KEVIN JARRETT: No, absolutely not. Fleep, do you have anything else that you’ve come across in your travels that you think is an exemplary use of Virtual Worlds for educational purposes?

CHRIS COLLINS: Well, I think I’ve seen so many wonderful things. There are a couple of different sort of categories of uses that I think are really phenomenal. Certainly the simulations as Beyers was discussing, not just in financial markets and traffic things, but anything that’s using Second Life to sort of role play different activities. I know that the Ivy Tech in Indiana has been doing, for example, having their students come in and do a lab role play simulation in Second Life before they go into the actual lab in Real Life and do the same experiment. I think this is a chemistry course. And, for example, they’ve discovered that they’re saving on supplies because students make fewer mistakes, and so it’s saving their budget on chemical supplies. That’s a good innovative piece of this platform.

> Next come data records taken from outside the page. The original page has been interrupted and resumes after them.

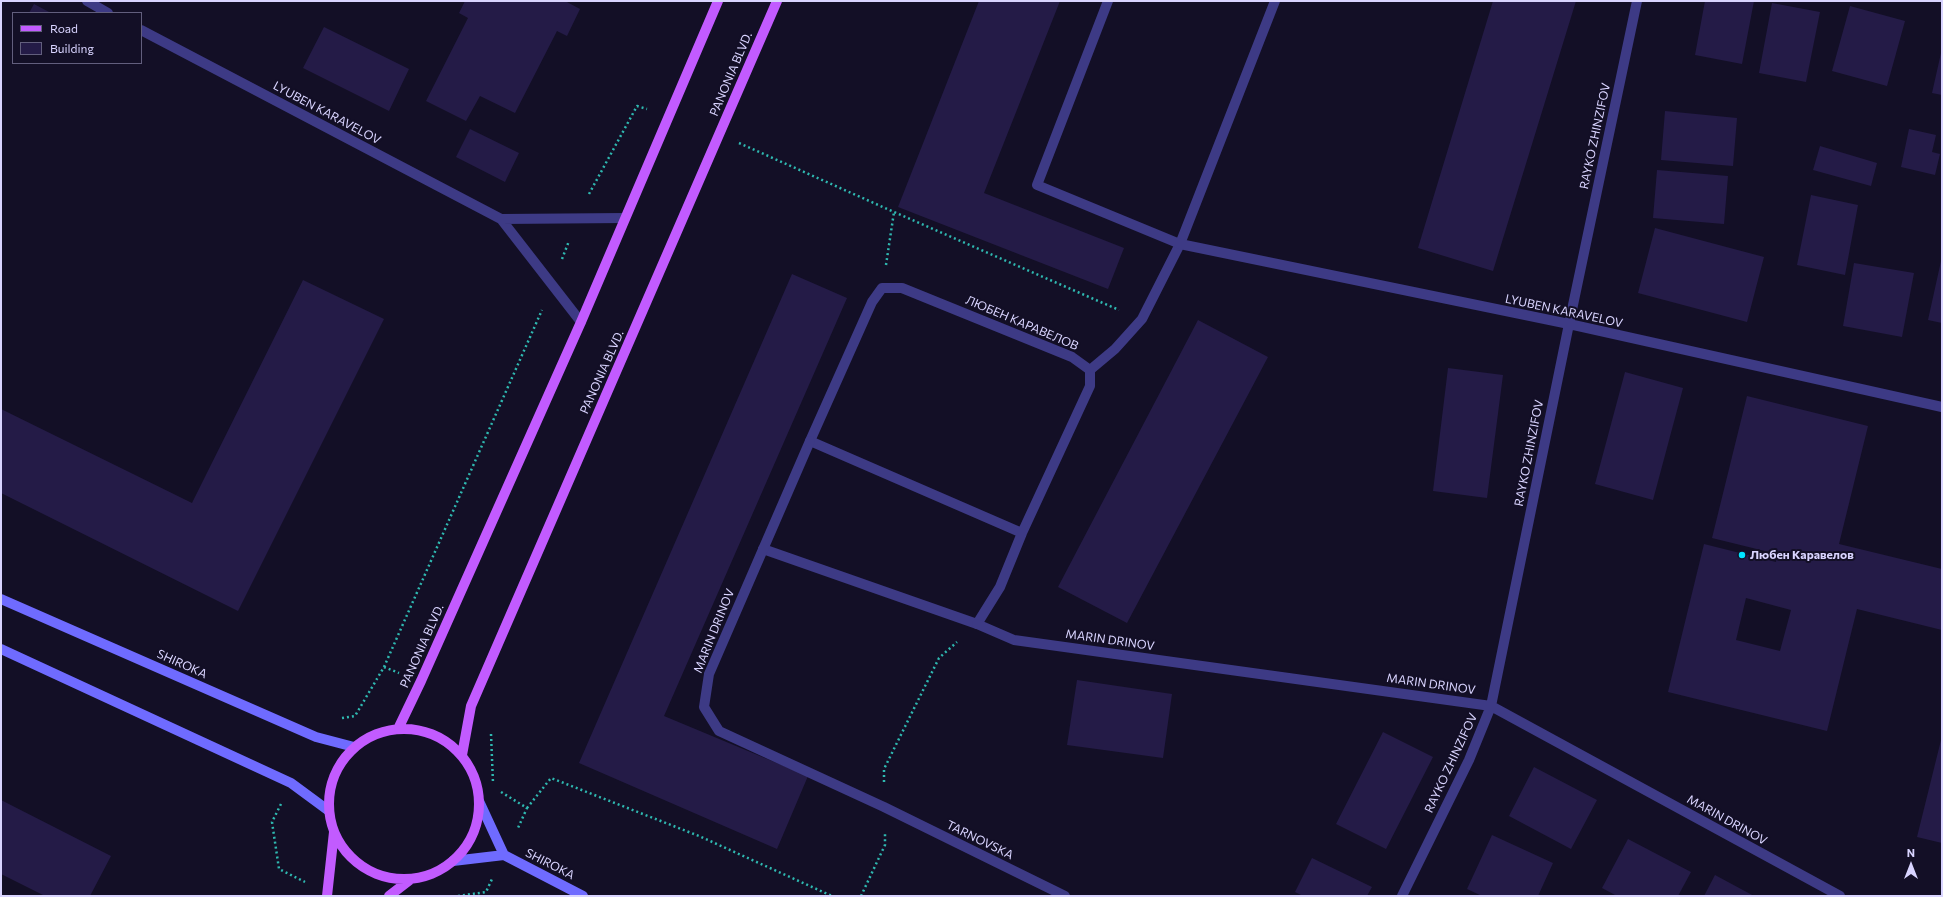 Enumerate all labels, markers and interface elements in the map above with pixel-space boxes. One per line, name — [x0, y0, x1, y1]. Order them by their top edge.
legend — [12, 12, 142, 64]
text: Road — [50, 21, 78, 35]
street label: PANONIA BLVD. — [707, 30, 755, 118]
text: Building — [50, 41, 94, 55]
street label: LYUBEN KARAVELOV — [271, 78, 383, 148]
street label: RAYKO ZHINZIFOV — [1577, 82, 1613, 190]
street label: LYUBEN KARAVELOV — [1504, 291, 1624, 331]
street label: ЛЮБЕН КАРАВЕЛОВ — [964, 293, 1080, 353]
street label: PANONIA BLVD. — [577, 328, 627, 416]
street label: RAYKO ZHINZIFOV — [1512, 398, 1546, 508]
place label: Любен Каравелов — [1750, 548, 1854, 562]
marker: Любен Каравелов — [1737, 550, 1747, 560]
street label: MARIN DRINOV — [691, 587, 737, 675]
street label: PANONIA BLVD. — [397, 602, 447, 690]
street label: MARIN DRINOV — [1065, 627, 1155, 653]
street label: SHIROKA — [155, 647, 209, 681]
street label: MARIN DRINOV — [1386, 671, 1476, 697]
street label: RAYKO ZHINZIFOV — [1422, 711, 1480, 815]
street label: MARIN DRINOV — [1684, 792, 1770, 848]
street label: TARNOVSKA — [944, 818, 1016, 862]
street label: SHIROKA — [523, 845, 577, 883]
north arrow — [1891, 845, 1931, 885]
text: N — [1907, 846, 1915, 859] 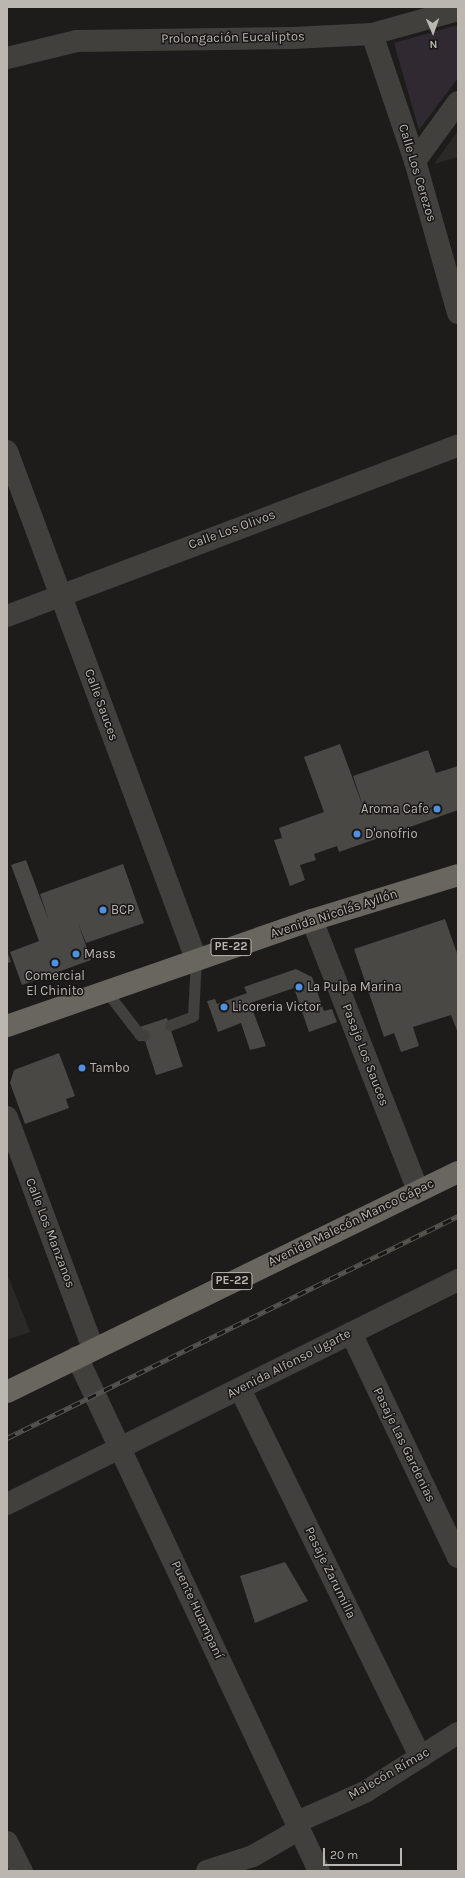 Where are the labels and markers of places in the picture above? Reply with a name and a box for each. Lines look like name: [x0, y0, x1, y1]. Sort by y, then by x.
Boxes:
place label: Aroma Cafe: [361, 801, 429, 817]
marker: Aroma Cafe: [432, 804, 442, 814]
place label: D'onofrio: [365, 826, 418, 842]
marker: D'onofrio: [352, 829, 362, 839]
place label: BCP: [111, 902, 134, 918]
marker: BCP: [98, 905, 108, 915]
place label: Mass: [84, 946, 116, 962]
marker: Mass: [71, 949, 81, 959]
marker: Comercial El Chinito: [50, 958, 60, 968]
place label: Comercial El Chinito: [25, 969, 85, 1000]
place label: La Pulpa Marina: [307, 979, 402, 995]
marker: La Pulpa Marina: [294, 982, 304, 992]
place label: Licoreria Victor: [232, 999, 321, 1015]
marker: Licoreria Victor: [219, 1002, 229, 1012]
place label: Tambo: [90, 1060, 130, 1076]
marker: Tambo: [77, 1063, 87, 1073]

Anything too that really draws in distance learning students. We see lots of DL programs starting to use Second Life to hold office hours and meetings and class times. I think the research, when it comes, will bear out that students feel more connected, not just to the course and to their cohort, but also to the institution. I’m hoping that we’re going to see greater retention in Distance Learning programs through using Virtual World technology, like this, where you get that sense of co presence. So those are some really interesting things.

I’ve also seen some great things like oh, I forgot the fellow’s name. I blogged about it on SLED. He’s doing some really fantastic stuff with molecules, teaching chemistry where you say the molecule name, and the atom builds in front of you, and then you can see how molecules dock together. So things that sort of help students visualize complex processes in ways that just doesn’t work as well on a flat 2D model. I think those are some really good uses of this technology, and I’m sure we’ll discover more as we all sort of become more familiar with it and as our students become more familiar with it. I think we’re often limited with what we can do when we have a class of newbies. I think, as this kind of technology becomes more prevalent and students are more experienced with it, we’ll probably see more useful things. I’ll find the link for that molecule builder.

KEVIN JARRETT: Okay. Thanks, Chris. Beyers, did you say Forterra was the name of that environment that the Serious Games folks are using?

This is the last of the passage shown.